On or after the Par Call Date, the Issuer may redeem the Notes in whole or in part, at its option, at a redemption price equal to 100% of their principal amount, plus accrued and unpaid interest to, but not including, the date of redemption.
On or before the Redemption Date, the Issuer shall deposit with the Trustee money sufficient to pay the redemption price of and (unless the Redemption Date shall be an interest payment date) accrued interest to the Redemption Date on the Notes to be redeemed on such date. The Trustee shall not be responsible for calculating any “make-whole” premium. If less than all of the Notes are to be redeemed, the Notes to be redeemed shall be selected by the Trustee by lot, pro rata or by such method as the Trustee shall deem fair and appropriate in each case in accordance with the applicable procedures of the ICSDs, unless otherwise required by law or applicable stock exchange or depositary requirements, or, if the Notes are not so listed, on a pro rata basis, by lot or by such other method in accordance with the Depositary’s procedures. On and after the Redemption Date, interest shall cease to accrue on the Notes or any portion of the Notes called for redemption (unless the Issuer defaults in the payment of the redemption price and accrued interest). After the Redemption Date, holders of Notes that were redeemed shall have no rights with respect to the Notes except the right to receive the redemption price and any unpaid interest to the Redemption Date.

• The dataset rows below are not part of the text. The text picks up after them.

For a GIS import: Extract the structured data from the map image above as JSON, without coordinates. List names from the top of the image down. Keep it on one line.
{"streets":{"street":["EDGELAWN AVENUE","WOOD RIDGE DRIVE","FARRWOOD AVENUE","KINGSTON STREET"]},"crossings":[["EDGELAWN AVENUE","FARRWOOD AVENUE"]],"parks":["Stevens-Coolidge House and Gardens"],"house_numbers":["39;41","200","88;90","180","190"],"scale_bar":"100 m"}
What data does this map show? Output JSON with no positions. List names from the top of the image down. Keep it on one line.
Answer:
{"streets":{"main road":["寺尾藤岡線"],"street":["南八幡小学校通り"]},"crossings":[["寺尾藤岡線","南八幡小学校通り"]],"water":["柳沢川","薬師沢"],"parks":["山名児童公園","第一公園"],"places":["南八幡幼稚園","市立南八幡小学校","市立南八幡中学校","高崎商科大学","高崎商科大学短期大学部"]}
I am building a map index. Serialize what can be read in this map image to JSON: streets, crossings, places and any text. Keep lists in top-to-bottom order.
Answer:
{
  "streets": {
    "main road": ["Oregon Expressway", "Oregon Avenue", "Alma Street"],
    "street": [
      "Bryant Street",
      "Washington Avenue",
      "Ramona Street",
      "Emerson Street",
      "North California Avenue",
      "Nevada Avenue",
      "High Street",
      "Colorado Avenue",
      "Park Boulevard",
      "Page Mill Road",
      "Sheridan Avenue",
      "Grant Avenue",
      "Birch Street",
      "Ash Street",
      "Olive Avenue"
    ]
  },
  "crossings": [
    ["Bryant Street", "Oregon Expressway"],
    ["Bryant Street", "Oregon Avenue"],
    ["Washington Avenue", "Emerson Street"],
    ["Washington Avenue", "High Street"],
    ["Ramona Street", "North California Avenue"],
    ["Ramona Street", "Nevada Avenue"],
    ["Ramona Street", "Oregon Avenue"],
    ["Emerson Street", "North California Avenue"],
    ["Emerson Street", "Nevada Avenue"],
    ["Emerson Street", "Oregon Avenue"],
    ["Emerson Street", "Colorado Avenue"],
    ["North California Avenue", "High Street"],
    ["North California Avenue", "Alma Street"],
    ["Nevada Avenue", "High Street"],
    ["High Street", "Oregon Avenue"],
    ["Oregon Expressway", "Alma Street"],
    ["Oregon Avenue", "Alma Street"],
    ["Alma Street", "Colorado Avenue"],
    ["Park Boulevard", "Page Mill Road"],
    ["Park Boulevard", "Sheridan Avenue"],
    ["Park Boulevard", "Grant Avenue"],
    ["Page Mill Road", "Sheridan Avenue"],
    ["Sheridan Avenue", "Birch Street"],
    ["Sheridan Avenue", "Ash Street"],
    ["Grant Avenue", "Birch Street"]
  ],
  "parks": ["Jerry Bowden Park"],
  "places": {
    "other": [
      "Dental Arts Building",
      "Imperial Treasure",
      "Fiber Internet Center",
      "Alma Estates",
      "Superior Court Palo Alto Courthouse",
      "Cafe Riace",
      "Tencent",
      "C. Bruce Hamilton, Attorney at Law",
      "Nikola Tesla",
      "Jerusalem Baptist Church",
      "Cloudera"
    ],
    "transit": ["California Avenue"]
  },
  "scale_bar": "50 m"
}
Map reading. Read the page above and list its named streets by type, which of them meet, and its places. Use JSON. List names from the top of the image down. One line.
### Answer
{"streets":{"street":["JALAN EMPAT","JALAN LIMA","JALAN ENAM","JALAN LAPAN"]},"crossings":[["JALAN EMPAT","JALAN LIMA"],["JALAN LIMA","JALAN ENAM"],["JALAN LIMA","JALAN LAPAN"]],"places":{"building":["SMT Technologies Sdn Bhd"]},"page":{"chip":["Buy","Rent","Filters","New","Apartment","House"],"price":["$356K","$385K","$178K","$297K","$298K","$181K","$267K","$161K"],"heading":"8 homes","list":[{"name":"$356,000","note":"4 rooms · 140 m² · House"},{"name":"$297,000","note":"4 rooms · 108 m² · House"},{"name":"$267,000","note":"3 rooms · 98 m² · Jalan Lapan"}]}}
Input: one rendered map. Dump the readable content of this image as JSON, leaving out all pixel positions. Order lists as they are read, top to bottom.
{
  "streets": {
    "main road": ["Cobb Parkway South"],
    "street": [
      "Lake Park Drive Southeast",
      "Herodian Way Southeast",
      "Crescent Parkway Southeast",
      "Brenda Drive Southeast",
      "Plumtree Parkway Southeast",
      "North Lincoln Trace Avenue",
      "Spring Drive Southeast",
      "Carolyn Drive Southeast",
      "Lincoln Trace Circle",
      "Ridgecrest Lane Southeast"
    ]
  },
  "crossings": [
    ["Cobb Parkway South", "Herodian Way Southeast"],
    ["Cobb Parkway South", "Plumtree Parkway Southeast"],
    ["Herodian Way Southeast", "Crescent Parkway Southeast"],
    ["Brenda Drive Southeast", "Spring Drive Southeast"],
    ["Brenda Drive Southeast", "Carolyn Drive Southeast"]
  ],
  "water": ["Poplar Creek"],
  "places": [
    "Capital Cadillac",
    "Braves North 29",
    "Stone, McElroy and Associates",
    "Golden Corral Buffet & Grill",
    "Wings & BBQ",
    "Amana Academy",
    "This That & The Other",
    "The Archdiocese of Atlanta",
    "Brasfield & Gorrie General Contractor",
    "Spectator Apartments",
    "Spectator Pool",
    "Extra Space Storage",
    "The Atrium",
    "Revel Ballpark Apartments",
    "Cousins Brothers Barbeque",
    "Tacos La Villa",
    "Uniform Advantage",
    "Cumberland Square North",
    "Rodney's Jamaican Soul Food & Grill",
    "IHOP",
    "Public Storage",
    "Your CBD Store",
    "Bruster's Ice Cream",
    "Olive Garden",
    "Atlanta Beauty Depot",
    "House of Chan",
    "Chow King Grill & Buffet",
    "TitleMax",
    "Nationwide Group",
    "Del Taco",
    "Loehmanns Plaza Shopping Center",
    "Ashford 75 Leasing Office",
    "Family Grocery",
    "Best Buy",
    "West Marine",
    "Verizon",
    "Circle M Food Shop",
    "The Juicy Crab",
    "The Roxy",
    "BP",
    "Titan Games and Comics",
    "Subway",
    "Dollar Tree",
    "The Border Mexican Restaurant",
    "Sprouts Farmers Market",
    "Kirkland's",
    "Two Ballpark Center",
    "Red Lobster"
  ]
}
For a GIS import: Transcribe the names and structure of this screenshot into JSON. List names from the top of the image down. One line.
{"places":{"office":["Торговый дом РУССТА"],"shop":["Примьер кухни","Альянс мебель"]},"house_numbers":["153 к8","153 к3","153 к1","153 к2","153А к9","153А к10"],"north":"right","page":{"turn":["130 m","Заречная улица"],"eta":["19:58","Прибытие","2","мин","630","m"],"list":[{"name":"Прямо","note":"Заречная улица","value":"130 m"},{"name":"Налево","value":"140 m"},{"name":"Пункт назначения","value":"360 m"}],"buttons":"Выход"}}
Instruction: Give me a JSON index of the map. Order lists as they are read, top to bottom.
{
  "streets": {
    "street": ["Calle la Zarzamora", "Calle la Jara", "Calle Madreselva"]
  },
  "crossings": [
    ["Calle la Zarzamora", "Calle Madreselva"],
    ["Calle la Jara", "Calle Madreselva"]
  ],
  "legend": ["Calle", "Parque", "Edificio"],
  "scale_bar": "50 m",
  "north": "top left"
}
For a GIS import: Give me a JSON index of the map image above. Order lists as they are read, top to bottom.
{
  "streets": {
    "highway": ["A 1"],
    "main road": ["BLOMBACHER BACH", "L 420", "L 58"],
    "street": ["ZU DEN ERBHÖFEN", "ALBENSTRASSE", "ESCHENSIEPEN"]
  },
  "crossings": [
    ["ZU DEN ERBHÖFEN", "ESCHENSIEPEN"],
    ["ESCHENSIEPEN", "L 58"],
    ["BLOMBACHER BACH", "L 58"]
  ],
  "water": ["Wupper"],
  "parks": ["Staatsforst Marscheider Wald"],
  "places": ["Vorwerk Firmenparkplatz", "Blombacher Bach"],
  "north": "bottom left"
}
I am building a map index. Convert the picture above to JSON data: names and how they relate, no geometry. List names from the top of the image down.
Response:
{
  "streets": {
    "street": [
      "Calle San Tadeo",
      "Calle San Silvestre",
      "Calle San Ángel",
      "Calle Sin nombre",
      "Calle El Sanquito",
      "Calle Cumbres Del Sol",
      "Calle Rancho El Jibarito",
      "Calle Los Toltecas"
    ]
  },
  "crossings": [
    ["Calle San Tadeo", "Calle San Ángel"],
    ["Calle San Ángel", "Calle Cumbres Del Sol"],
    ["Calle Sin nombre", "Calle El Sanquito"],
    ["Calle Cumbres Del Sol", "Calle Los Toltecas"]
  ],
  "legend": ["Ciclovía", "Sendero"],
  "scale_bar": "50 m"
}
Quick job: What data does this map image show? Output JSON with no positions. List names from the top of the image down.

Payment of Additional Amounts
All payments by the Issuer, the Parent Guarantor or the Paying Agent (each referred to in this section as a “Payor”) with respect to any Note or Guarantee shall be made free and clear of and without withholding or deduction for or on account of any present or future tax, assessment or other governmental charge and any applicable interest and penalties (collectively “Taxes”), unless the withholding or deduction of such amounts is required by law or the official interpretation thereof.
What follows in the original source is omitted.